# Yanks go home



## Indofred (Jun 23, 2015)

Japan PM Shinzo Abe jeered at Battle of Okinawa ceremony - BBC News



> Japanese PM Shinzo Abe has been heckled at a ceremony marking the 70th anniversary of the Battle of Okinawa.
> Mr Abe was shouted at by locals, angry about the size of the US military presence on their island.



You refused to give the islands back until 1972, then maintained an unwelcome military control of the island, with American troops commonly raping local girls.

Basically - you're as welcome as a fart in a spacesuit.


----------



## Moonglow (Jun 23, 2015)

As long as it's you own farts in your own space suit, I don't see an issue....


----------



## HereWeGoAgain (Jun 23, 2015)

Indofred said:


> Japan PM Shinzo Abe jeered at Battle of Okinawa ceremony - BBC News
> 
> 
> 
> ...



  There's this place called Pearl Harbor,maybe you've heard of it.


----------



## Freewill (Jun 23, 2015)

Indofred said:


> Japan PM Shinzo Abe jeered at Battle of Okinawa ceremony - BBC News
> 
> 
> 
> ...



The Islanders must have heard from Democrat congressmen that the military build up on their island threatened it with tipping over, they have every right to be concerned.


----------



## Indofred (Jun 24, 2015)

HereWeGoAgain said:


> There's this place called Pearl Harbor,maybe you've heard of it.



Yes, the US invaded and occupied island where you stuffed the queen in prison until she abdicated, then held elections, but excluded all the local people from voting.
I believe Japan attacked it when the US tried to cut off their oil supply because you lot were using the US occupied Philippines to control the Pacific region close to Japan.

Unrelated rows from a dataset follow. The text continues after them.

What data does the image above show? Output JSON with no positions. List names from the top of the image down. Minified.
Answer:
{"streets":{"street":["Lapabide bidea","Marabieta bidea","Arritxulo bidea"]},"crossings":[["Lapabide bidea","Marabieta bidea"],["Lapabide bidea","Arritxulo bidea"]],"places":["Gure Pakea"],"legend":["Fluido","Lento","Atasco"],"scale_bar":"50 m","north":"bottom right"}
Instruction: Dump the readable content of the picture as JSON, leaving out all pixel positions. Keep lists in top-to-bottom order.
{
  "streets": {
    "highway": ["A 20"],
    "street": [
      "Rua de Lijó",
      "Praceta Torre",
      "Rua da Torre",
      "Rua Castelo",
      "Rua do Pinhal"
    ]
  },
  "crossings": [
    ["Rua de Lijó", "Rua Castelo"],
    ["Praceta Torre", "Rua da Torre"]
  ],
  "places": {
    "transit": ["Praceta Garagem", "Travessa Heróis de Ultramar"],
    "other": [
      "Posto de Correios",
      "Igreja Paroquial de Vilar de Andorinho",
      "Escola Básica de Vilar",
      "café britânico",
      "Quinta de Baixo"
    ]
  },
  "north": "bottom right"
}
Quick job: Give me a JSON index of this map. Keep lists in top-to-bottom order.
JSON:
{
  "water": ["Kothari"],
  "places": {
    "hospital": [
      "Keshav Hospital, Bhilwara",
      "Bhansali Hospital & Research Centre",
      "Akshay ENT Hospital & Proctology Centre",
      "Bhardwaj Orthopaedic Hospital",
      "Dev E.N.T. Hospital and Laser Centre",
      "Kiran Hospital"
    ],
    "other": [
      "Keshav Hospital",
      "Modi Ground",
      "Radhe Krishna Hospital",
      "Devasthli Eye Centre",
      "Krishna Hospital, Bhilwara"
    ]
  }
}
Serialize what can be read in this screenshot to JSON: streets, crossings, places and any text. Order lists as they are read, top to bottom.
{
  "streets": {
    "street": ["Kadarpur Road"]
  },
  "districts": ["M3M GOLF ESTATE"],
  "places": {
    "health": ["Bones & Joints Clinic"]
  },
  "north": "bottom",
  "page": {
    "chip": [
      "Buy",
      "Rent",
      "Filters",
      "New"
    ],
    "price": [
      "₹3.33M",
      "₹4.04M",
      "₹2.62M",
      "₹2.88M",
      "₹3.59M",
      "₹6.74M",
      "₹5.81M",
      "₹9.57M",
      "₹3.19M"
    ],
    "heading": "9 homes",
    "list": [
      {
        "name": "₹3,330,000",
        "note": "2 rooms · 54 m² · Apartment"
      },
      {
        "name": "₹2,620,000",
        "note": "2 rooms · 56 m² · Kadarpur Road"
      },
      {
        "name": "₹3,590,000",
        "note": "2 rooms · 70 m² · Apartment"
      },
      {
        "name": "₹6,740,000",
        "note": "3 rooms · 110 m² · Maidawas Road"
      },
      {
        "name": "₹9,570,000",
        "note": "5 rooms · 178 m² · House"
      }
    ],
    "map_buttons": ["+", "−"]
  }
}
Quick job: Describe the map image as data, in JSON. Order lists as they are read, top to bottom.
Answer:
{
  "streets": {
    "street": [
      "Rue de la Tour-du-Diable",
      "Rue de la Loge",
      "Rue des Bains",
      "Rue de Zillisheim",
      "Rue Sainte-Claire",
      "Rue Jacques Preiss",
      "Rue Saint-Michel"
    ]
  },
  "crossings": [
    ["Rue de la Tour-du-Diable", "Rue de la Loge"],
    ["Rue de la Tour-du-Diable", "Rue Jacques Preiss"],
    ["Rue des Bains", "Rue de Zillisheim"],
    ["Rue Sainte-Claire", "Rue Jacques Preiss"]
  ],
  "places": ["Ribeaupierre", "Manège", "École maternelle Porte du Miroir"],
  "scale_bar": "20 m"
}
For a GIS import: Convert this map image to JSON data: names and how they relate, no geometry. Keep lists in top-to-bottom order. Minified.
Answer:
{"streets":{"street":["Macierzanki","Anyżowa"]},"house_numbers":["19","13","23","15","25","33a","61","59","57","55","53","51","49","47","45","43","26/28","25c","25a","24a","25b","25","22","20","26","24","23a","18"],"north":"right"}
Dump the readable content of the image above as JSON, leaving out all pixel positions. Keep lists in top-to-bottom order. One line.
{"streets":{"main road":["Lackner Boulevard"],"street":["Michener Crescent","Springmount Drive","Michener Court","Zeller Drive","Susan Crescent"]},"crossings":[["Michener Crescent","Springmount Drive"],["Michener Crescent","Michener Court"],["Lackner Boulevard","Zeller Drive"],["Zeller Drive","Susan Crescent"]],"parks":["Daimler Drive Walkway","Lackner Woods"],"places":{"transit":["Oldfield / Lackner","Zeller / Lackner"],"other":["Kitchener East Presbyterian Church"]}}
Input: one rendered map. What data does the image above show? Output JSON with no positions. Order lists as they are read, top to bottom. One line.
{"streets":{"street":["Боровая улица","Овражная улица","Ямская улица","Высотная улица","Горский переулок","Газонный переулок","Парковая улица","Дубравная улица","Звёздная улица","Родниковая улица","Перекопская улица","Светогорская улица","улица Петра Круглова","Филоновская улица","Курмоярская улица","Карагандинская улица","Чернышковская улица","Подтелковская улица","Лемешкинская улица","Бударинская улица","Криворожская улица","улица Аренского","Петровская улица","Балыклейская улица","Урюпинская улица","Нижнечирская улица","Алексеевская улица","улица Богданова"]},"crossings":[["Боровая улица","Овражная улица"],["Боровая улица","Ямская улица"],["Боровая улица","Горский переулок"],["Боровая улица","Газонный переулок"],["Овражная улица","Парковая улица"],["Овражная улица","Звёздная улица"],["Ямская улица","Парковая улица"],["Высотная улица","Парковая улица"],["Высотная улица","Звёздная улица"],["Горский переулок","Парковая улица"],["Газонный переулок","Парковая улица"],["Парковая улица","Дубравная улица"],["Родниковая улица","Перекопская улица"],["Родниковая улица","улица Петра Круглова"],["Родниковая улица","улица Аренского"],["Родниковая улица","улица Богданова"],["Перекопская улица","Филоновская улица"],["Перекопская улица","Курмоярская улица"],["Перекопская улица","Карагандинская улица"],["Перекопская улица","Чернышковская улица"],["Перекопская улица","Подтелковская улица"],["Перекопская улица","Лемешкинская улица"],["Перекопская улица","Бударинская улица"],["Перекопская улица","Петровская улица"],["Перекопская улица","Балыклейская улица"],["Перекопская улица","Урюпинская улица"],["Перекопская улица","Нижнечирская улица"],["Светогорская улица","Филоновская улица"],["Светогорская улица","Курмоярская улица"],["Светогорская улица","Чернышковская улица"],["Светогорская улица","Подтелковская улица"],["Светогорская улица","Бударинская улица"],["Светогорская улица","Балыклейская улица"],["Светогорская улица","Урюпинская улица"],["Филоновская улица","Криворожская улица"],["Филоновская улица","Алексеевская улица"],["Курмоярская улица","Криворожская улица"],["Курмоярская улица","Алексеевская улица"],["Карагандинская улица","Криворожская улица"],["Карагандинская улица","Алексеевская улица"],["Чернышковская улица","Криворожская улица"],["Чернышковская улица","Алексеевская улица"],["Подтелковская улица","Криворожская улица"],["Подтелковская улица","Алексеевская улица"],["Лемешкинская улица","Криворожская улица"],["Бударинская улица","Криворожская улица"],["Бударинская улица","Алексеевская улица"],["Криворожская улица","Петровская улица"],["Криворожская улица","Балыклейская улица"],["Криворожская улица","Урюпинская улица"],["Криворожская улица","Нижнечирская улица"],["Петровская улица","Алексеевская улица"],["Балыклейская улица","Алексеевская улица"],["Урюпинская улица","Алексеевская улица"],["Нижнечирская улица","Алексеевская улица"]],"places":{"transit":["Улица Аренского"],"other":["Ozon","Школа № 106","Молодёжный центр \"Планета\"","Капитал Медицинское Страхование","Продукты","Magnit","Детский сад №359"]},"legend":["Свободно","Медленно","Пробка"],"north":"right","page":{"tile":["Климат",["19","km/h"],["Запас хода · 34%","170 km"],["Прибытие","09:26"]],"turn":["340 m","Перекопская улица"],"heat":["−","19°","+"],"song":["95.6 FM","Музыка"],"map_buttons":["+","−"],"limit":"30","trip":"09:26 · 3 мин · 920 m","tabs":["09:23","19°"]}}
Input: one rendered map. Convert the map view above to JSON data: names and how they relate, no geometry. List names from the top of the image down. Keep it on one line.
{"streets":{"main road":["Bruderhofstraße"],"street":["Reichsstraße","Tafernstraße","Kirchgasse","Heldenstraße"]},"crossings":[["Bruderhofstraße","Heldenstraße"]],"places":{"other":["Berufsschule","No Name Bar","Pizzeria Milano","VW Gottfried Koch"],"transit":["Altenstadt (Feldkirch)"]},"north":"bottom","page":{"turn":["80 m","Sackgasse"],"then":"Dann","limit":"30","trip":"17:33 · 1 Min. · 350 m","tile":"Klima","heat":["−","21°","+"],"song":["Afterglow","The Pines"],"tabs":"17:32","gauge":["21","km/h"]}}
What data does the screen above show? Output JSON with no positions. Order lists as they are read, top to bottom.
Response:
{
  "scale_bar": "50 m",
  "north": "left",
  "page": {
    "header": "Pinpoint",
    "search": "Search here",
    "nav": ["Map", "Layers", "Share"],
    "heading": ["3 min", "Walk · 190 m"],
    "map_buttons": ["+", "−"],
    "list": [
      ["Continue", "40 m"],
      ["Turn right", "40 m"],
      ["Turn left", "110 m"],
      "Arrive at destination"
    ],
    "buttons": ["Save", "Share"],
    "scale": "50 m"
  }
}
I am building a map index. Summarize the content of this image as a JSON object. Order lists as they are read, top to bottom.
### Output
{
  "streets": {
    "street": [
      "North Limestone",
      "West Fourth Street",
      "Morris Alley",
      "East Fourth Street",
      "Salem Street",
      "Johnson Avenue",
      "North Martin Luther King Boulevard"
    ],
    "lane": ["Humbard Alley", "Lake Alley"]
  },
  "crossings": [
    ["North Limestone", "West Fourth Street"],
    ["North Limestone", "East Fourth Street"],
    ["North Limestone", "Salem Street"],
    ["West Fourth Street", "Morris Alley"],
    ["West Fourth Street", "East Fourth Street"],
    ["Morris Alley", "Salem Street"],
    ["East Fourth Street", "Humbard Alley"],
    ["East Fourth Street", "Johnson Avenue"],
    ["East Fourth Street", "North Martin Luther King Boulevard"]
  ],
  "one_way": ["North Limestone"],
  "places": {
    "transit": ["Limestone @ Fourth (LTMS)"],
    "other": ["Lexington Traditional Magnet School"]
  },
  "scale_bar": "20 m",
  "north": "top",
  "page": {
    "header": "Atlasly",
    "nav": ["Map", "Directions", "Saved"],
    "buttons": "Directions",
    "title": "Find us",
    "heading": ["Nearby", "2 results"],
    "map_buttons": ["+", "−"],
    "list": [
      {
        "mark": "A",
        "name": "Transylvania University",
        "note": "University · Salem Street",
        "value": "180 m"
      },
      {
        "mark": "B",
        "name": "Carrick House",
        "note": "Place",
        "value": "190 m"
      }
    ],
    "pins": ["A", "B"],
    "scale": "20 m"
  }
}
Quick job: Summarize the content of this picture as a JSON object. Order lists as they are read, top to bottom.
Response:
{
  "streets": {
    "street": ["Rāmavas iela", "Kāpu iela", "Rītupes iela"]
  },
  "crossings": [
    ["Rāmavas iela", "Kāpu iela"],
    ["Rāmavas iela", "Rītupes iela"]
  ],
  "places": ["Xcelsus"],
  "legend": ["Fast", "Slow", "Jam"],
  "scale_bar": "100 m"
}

Is it that Pearl harbour, or don't you know your history?


----------



## HereWeGoAgain (Jun 24, 2015)

Indofred said:


> HereWeGoAgain said:
> 
> 
> > There's this place called Pearl Harbor,maybe you've heard of it.
> ...



   You appear to have left out some facts....i'm sure it was an accident.
Why Did Japan Attack Pearl Harbor - EnkiVillage

    But alls well that ends well...with nuclear fire.


----------



## Indofred (Jun 24, 2015)

HereWeGoAgain said:


> You appear to have left out some facts....i'm sure it was an accident.
> Why Did Japan Attack Pearl Harbor - EnkiVillage
> 
> But alls well that ends well...with nuclear fire.



Your link..



> Pearl Harbor attack was actually a preventive strategy adopted by the Japanese government to put a hold on the unnecessary interference of U.S. President Franklin D. Roosevelt in the internal affairs of Japan.
> 
> But there are a number of other factors that fueled the Japanese anger and led them to attack the US base as retaliation. Here are some other reasons given by critics.
> 
> ...



As I said - 2 competing powers, the US forcing Japan's hand.
Japan had only 2 options, retreat and allow the US to take over the region, or attack and hope to destroy the US navy.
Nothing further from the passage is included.